Se refugió en la cinemateca de ciudad vieja, intentando bloquear la idea de volarse la cabeza con la nueve milímetros que tenía guardada en una caja de zapatos Nike, debajo de su cama. Se hundió en los asientos, esperando para ver una de Rohmer, parte de un ciclo que conmemoraba algo que no advirtió. Admiraba el silencio previo al comienzo de la función. La respiración de un viejo, el brillo de un celular lejano que actuaba como farol inquietante, rompiendo la oscuridad. Se concentró en las personas, en sus reacciones. Miraba las manos de los que estaban en la fila de adelante, a través de las rendijas que separaban un asiento del otro. Manos surcadas, cargando con arrugas. Otras jóvenes, con anillos en los dedos.
Salió de la sala abotargado, indeciso. Se dejó llevar, intentando confundir a sus ideas. Necesitaba el aire que ofrecía la rambla, por lo que fumó un cigarrillo afuera del recinto, cerca de la gente que se encontraba sentada en las mesas, tomando café, para molestarlos con el humo, para que sucediera algo.
Caminó por la calle Andes sin rumbo, hasta llegar a 18. Volvió y tomó una cerveza en La Ronda, compró dos discos de Tindersticks en una disquería del centro, Logró respirar de forma habitual, recordó caras del pasado que lo atormentaban especialmente ese día.
Había llegado a Montevideo a la mañana. Pasó los últimos dos días en el departamento de San José, en el funeral de su hermano. La muerte estaba allí, rozándole la piel, susurrándole un canto claro para que él lo entendiese. Sobre la calle Florida tomó un taxi para dirigirse a ningún lado. Tenía frío. La cara arrugada del conductor lo calmaba. Pidió amablemente a este señor si le permitía fumar dentro de su auto. Le otorgó el permiso y le alcanzó un encendedor por una abertura en la mampara, que se usa para pasar dinero. Vio por la ventana los edificios aplastados contra la acera, la gente caminando, miradas fijas, estrellas inertes, suciedad. Comenzó a experimentar flashes, de la película que había visto. Escenas ajenas, sueltas. Recordó la calidez, el ambiente en la sala, y se largó a llorar.
Guió al taxista, con la voz entre cortada, a una calle contramano y luego huyó sin pagar. Corrió por 18 de julio rumbo a tres cruces. Frenó en el obelisco, y tras percatarse de que había perdido de vista al señor de cara arrugada, encendió otro cigarrillo con el mechero que le había robado. Miró hacia bulevar artigas y se quedó estático por unos minutos.
Disfruta las mañanas solitarias y nauseabundas, tibias y cerradas. Cuando puede leer sus libros preferidos de poesía, desnudo, como lo trajeron al mundo. Enciende un cigarro tras otro, lee a Vallejo, lo intercala con algún poema suelto de Delmira Agustini, se enoja con Quevedo y llora con Inverso.

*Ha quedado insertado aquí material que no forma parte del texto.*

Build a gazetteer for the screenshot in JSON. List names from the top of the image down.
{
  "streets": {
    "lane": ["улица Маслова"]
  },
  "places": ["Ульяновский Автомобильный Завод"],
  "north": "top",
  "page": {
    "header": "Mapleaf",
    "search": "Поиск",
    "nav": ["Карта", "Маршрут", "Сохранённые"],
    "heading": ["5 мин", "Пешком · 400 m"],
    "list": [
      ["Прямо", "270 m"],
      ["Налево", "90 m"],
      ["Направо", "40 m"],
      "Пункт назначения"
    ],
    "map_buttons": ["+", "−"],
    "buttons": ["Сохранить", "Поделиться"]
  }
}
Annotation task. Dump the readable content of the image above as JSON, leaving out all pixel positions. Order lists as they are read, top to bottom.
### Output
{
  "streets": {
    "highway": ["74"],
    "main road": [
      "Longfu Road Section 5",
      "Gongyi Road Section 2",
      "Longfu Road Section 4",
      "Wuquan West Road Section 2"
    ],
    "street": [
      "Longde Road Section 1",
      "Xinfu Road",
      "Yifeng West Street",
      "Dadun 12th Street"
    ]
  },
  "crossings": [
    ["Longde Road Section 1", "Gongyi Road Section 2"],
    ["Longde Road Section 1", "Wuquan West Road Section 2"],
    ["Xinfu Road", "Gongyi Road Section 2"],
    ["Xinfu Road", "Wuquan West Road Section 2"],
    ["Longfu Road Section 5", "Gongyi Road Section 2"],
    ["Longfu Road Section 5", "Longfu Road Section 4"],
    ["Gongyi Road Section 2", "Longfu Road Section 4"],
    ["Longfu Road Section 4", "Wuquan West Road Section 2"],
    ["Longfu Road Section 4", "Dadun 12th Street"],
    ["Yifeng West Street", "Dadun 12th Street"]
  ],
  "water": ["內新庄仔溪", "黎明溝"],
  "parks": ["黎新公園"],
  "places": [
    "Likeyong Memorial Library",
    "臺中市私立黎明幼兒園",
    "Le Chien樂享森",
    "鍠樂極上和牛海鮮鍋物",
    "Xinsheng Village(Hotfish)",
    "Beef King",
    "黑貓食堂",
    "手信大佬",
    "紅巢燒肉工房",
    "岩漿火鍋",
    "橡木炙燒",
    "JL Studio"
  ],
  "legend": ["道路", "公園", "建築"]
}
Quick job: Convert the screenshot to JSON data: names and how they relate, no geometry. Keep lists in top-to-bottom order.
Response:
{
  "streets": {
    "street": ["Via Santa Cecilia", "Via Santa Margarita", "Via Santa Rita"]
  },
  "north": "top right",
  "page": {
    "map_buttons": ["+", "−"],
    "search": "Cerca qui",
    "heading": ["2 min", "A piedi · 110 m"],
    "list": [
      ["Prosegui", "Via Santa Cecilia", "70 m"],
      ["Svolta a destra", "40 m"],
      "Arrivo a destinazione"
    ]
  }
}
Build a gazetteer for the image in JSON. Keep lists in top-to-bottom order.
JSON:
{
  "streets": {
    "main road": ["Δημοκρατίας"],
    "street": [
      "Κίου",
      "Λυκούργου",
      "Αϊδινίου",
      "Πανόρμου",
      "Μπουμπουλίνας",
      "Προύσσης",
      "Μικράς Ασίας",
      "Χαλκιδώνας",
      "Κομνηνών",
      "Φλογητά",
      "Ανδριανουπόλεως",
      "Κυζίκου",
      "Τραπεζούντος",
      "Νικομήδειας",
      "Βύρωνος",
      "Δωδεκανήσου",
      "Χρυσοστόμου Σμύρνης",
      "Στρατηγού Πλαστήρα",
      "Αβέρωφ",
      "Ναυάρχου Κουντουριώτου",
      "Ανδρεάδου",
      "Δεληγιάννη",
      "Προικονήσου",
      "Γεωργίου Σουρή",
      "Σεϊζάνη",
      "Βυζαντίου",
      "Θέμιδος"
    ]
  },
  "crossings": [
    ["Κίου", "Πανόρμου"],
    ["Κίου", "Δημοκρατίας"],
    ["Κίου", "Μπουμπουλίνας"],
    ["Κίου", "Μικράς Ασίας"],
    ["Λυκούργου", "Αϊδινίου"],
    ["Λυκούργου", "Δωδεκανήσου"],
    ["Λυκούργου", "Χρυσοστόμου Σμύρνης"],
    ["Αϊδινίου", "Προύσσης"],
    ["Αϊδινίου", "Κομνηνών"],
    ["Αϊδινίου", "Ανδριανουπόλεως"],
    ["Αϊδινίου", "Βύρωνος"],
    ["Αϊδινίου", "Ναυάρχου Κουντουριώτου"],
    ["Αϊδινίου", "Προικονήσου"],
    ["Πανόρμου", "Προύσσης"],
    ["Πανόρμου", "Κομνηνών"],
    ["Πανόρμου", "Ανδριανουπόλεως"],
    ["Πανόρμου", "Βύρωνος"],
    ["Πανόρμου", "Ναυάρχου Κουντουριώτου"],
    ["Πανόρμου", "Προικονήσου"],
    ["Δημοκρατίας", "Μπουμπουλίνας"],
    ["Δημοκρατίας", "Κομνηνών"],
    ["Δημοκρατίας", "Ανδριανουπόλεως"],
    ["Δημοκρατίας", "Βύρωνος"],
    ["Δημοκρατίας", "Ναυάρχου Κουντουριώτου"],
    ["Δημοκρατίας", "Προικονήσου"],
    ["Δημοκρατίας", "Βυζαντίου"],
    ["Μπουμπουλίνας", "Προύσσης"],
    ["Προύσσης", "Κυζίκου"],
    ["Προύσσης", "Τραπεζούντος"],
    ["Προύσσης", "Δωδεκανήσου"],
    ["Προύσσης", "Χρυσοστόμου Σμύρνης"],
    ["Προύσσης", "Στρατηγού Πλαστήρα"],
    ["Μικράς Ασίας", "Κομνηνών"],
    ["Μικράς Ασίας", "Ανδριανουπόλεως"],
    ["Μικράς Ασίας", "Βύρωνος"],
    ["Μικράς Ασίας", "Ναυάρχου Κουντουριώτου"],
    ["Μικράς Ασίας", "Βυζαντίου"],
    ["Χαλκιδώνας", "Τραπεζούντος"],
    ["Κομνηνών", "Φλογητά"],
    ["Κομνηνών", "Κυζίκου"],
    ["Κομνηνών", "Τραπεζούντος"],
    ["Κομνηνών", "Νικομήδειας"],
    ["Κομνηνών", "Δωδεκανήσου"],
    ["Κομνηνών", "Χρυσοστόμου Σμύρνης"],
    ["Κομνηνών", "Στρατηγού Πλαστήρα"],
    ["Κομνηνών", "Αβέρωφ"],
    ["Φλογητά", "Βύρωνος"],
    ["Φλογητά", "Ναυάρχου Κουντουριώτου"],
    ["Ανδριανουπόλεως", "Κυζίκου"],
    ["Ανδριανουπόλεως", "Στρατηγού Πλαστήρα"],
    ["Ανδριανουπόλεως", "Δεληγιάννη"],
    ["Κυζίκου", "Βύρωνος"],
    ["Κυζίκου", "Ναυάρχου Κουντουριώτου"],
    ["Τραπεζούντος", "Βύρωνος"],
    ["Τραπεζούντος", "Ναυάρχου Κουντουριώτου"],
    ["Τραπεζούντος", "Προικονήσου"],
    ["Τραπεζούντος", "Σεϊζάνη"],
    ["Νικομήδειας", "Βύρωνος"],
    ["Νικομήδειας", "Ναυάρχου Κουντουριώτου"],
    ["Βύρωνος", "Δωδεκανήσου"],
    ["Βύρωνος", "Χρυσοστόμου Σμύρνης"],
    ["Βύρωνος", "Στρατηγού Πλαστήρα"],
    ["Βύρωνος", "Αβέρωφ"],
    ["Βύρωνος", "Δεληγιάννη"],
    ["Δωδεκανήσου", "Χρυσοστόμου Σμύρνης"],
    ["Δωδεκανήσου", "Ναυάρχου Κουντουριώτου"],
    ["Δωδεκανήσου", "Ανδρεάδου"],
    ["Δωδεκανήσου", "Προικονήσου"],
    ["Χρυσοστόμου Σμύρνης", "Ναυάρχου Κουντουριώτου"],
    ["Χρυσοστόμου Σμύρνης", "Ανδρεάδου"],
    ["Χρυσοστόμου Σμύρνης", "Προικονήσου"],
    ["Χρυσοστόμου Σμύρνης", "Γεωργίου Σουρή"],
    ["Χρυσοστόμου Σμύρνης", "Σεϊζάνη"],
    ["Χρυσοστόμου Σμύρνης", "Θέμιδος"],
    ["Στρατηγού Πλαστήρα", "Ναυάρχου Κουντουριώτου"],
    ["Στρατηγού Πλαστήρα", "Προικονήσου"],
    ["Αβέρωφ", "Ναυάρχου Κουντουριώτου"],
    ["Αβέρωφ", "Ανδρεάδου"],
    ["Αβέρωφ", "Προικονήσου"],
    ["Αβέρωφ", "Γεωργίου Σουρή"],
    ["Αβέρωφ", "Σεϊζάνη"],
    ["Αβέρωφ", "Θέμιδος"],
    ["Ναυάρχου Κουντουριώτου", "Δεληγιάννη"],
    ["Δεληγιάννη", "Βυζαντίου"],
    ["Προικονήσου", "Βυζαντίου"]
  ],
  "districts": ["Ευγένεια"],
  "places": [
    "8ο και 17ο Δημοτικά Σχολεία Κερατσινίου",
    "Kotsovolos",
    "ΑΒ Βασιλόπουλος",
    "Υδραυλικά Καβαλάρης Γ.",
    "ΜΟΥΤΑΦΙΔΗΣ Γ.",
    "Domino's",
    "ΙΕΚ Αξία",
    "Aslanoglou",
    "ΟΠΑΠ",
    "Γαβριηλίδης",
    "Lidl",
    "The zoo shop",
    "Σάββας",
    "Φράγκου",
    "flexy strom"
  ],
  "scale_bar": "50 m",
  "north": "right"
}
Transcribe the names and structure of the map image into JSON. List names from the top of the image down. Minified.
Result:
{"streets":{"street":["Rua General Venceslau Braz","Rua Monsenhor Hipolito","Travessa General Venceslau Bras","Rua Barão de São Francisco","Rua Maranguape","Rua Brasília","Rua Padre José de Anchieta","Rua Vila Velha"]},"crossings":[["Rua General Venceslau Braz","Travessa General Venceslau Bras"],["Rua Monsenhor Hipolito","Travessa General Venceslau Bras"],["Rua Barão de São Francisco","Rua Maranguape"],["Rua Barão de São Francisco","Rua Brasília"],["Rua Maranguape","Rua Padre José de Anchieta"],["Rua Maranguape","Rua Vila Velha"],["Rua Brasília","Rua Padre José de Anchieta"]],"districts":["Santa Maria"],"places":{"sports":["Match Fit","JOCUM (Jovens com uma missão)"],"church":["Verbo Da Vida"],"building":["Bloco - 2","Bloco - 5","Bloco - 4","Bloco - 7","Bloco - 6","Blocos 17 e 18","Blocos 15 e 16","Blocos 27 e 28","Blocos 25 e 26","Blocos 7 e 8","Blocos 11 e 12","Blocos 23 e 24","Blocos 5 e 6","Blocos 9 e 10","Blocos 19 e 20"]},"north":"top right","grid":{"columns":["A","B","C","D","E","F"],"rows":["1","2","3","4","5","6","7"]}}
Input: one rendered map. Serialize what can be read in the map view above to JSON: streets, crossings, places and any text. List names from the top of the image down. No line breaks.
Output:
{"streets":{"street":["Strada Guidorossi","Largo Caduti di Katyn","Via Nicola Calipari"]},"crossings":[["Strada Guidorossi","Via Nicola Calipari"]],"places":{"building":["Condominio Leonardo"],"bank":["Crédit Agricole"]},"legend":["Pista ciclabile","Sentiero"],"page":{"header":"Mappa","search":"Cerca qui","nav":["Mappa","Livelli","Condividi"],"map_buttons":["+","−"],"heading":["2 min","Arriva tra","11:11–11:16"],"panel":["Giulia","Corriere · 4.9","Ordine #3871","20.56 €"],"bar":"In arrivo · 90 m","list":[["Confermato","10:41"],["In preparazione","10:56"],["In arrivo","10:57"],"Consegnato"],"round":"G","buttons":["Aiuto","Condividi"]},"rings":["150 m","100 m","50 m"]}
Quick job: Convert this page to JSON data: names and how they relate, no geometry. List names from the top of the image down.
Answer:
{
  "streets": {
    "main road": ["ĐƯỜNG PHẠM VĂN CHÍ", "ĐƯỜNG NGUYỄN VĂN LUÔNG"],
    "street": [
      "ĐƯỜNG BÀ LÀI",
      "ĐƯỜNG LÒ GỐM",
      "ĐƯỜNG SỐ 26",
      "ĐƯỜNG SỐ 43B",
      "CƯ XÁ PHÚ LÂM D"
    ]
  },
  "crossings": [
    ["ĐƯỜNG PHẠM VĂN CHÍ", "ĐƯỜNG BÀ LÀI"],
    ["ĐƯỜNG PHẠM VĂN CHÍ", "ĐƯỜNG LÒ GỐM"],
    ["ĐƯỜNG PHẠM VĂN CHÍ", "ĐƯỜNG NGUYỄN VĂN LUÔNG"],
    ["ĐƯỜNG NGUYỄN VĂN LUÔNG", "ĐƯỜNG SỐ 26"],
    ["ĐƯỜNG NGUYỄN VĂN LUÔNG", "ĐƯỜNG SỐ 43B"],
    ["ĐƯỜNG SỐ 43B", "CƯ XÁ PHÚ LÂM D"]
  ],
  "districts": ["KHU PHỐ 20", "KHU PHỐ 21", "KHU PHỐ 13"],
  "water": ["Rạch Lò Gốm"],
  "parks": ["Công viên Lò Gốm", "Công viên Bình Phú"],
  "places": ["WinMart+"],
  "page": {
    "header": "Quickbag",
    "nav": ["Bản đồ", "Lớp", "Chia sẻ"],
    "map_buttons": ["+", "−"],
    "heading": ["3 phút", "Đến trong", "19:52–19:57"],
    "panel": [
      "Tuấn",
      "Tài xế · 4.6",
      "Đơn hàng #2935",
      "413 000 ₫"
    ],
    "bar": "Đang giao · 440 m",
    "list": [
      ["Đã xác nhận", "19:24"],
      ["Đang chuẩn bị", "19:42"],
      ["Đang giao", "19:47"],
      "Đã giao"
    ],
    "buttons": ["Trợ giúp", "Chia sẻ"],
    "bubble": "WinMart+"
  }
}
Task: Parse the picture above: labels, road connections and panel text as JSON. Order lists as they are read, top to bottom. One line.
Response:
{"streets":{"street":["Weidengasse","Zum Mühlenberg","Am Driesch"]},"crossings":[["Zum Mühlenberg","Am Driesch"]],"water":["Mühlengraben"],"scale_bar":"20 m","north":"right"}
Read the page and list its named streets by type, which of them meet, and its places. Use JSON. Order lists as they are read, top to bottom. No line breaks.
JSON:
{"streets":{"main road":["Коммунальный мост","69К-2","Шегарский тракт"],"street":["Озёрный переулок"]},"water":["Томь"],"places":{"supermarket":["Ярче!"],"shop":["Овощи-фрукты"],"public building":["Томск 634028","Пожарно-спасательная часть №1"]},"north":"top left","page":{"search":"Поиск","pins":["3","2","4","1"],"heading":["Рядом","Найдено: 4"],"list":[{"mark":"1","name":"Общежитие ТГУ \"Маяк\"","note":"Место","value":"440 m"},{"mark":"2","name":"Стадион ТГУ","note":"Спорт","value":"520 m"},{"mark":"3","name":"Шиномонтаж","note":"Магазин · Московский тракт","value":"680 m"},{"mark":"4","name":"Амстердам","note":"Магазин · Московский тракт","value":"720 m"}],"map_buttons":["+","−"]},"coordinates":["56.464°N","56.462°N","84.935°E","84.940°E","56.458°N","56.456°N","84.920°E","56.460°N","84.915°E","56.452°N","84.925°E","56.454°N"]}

Camina por el bulevar y llega a su casa a la altura de Charrúa. Busca las llaves en su bolsillo, cruza la puerta, toma el ascensor a pesar de vivir en el primer piso. En su hogar se encuentra con su perro de nombre «Luis» y lo saluda desinteresadamente. Se quita los zapatos negros, deja su abrigo sobre una silla de madera, se sirve un vaso de Coca cola sin efervescencia. Camina con el vaso en la mano hacia su cuarto, busca debajo de su cama, y saca su caja de zapatos Nike. La observa, se queda callado. Una moto interrumpe su religioso silencio. Mira por la ventana y da otro trago al vaso de coca cola.